START DATA TO USE

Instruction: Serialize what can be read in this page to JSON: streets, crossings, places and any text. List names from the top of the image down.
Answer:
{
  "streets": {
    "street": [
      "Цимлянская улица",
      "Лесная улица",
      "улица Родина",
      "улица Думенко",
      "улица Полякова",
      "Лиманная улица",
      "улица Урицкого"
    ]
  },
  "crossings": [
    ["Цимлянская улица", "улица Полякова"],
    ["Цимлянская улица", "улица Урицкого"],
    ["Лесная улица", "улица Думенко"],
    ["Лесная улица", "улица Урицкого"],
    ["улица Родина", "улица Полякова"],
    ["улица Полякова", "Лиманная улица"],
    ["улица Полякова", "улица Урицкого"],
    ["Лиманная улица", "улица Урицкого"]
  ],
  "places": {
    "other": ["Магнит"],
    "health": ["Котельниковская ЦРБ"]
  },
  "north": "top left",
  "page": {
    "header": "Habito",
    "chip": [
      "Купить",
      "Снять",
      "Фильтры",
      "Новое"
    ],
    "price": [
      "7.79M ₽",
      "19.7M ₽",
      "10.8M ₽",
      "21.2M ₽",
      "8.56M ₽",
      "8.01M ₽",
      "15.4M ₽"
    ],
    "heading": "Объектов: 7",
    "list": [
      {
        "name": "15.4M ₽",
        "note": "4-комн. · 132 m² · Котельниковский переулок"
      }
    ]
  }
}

END DATA TO USE

Examine the records and report how many lines contain the string "Лиманная". Only the number should be given.

REPLY TO THE TASK: 3